Onde está o divino, onde Deus se escondeu? Fiel à sua tradição, com a sua vida, ainda antes que com as suas palavras, Jesus ensinou onde Deus se esconde hoje, onde ele mesmo está presente hoje: "Então o Rei dirá aos que estiverem à sua direita: 'Venham vocês, que são abençoados por meu Pai. Recebam como herança o Reino que meu Pai lhes preparou desde a criação do mundo. Pois eu estava com fome, e vocês me deram de comer; eu estava com sede, e me deram de beber; eu era estrangeiro, e me receberam em sua casa; eu estava sem roupa, e me vestiram; eu estava doente, e cuidaram de mim; eu estava na prisão, e vocês foram me visitar'. Então os justos lhe perguntarão: 'Senhor, quando foi que te vimos com fome e te demos de comer, com sede e te demos de beber? Quando foi que te vimos como estrangeiro e te recebemos em casa, e sem roupa e te vestimos? Quando foi que te vimos doente ou preso, e fomos te visitar?' Então o Rei lhes responderá: 'Eu garanto a vocês: todas as vezes que vocês fizeram isso a um dos menores de meus irmãos, foi a mim que o fizeram'" (Mt 25, 34-40).
Parece possível entender o porquê da preferência de Deus e, consequentemente, o porquê da opção preferencial pelos pobres – pelos pobres de todas as categorias – a que somos chamados urgentemente pela Palavra de Deus. Uma opção a que o Papa Francisco nos chama muitas vezes.
Por que a preferência? Certamente não é porque Deus tenha preferência entre pessoas, mas porque, desses Seus filhos, Ele vê os rostos violados, profanados, empobrecidos da Sua imagem divina. Outros têm meios e estratagemas para se defender, têm acólitos e aliados que os defendem. Estes não. Deus os defende, defendem-nos os verdadeiros crentes em Deus. E quando acontece que quem os defende são os ateus, Deus se sente defendido pelos ateus. E quando acontece que os crentes não os defendem, Deus se sente abandonado e repudiado pelos crentes. Paradoxos da história!

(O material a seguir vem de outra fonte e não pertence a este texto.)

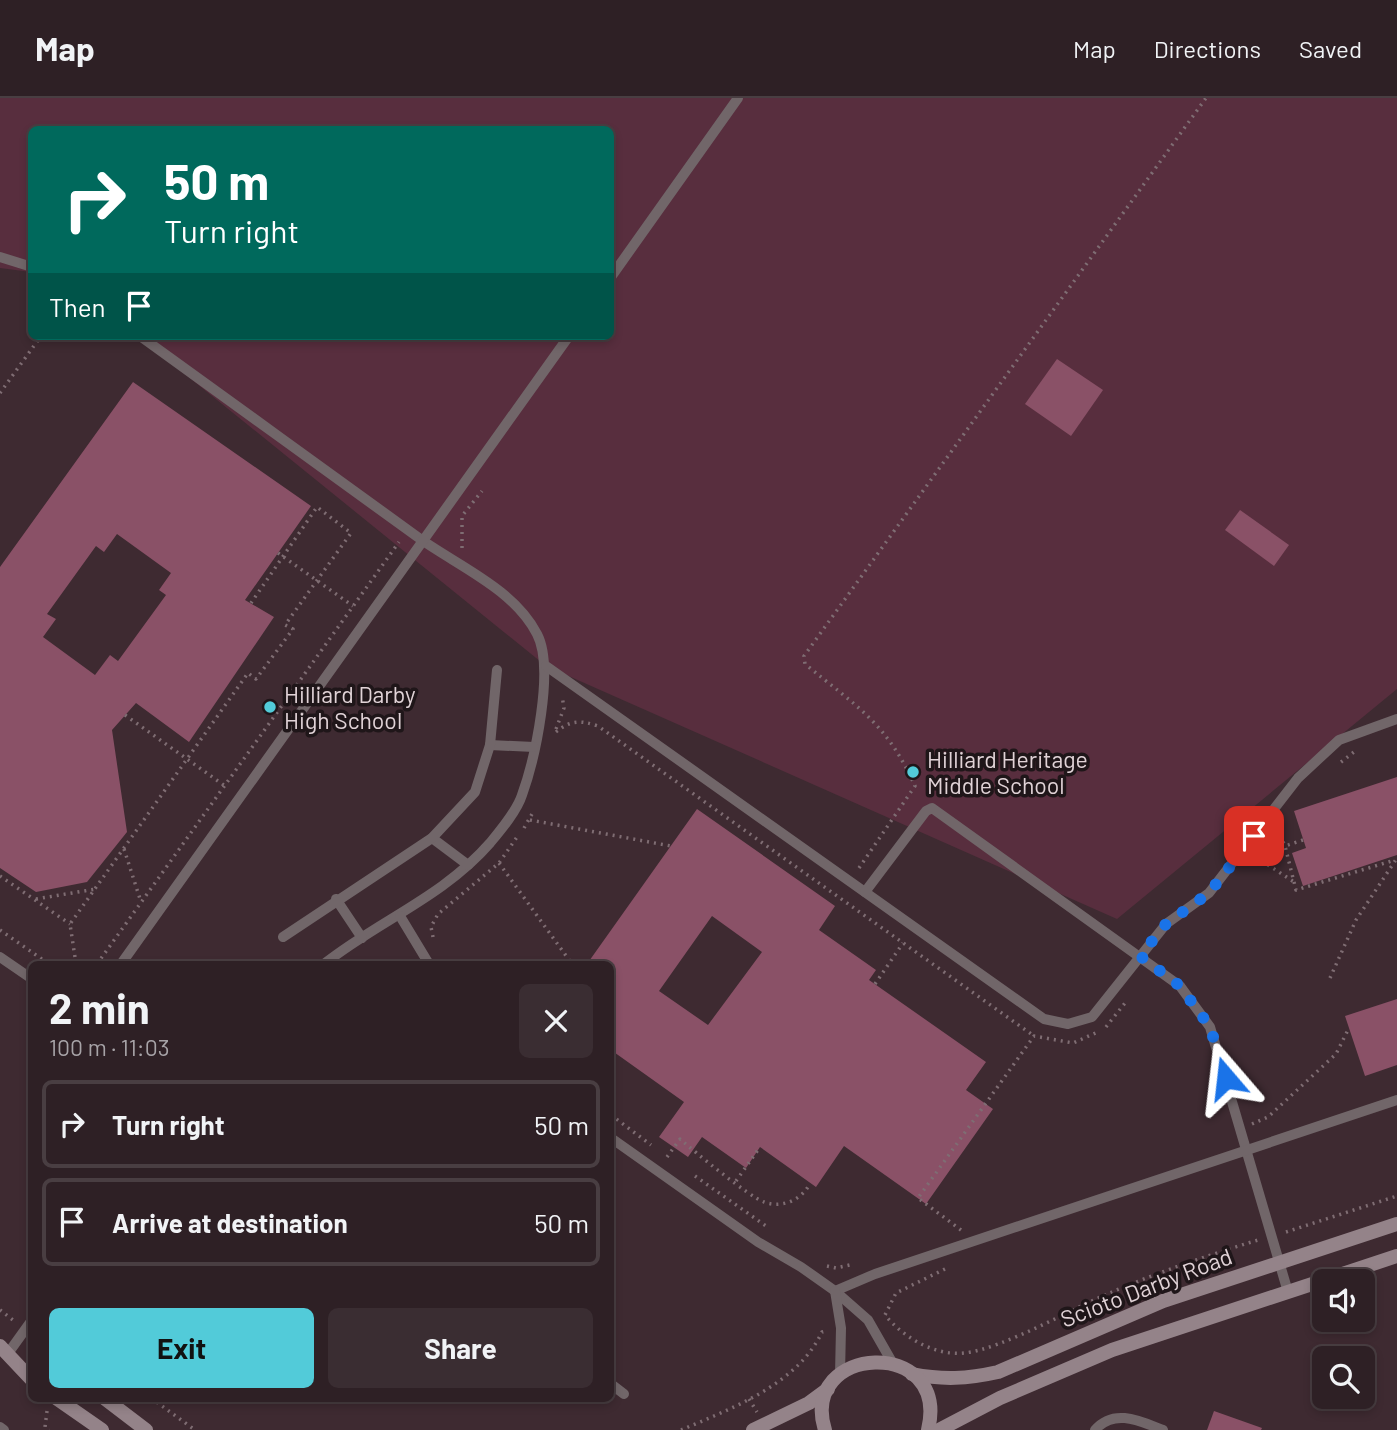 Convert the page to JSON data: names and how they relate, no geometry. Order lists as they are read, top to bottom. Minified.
{"streets":{"main road":["Scioto Darby Road"]},"places":["Hilliard Darby High School","Hilliard Heritage Middle School"],"page":{"header":"Map","nav":["Map","Directions","Saved"],"turn":["50 m","Turn right"],"then":"Then","heading":["2 min","100 m · 11:03"],"list":[{"name":"Turn right","value":"50 m"},{"name":"Arrive at destination","value":"50 m"}],"buttons":["Exit","Share"]}}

Há uma conversão a ser realizada. Uma conversão de olhares e de coração. A quem normalmente vão os nossos olhares? Quem tem um lugar – e deveria ser um lugar de preferência – nos nossos olhares? E nas nossas assembleias pastorais? E nos nossos programas pastorais? Alguns de nós talvez se lembrem com comoção que a Didascália dos Apóstolos (século III) prescrevia no capítulo 12 que quem devia acolher os pobres, homens ou mulheres que fossem, nas assembleias devia ser o próprio bispo, e não os diáconos, e que o bispo também devia procurar um lugar para eles e que, se não fosse encontrado, devia ceder o seu e sentar no chão junto aos seus pés. "Isso é um sonho? – perguntava-se anos atrás o teólogo Pe. Pino Ruggieri – ou, ao contrário, são uma traição da eucaristia aquelas celebrações que repropõem, na disposição dos participantes e no estilo da participação, as hierarquias mundanas, mas também apenas o educado estar cada um por conta própria?".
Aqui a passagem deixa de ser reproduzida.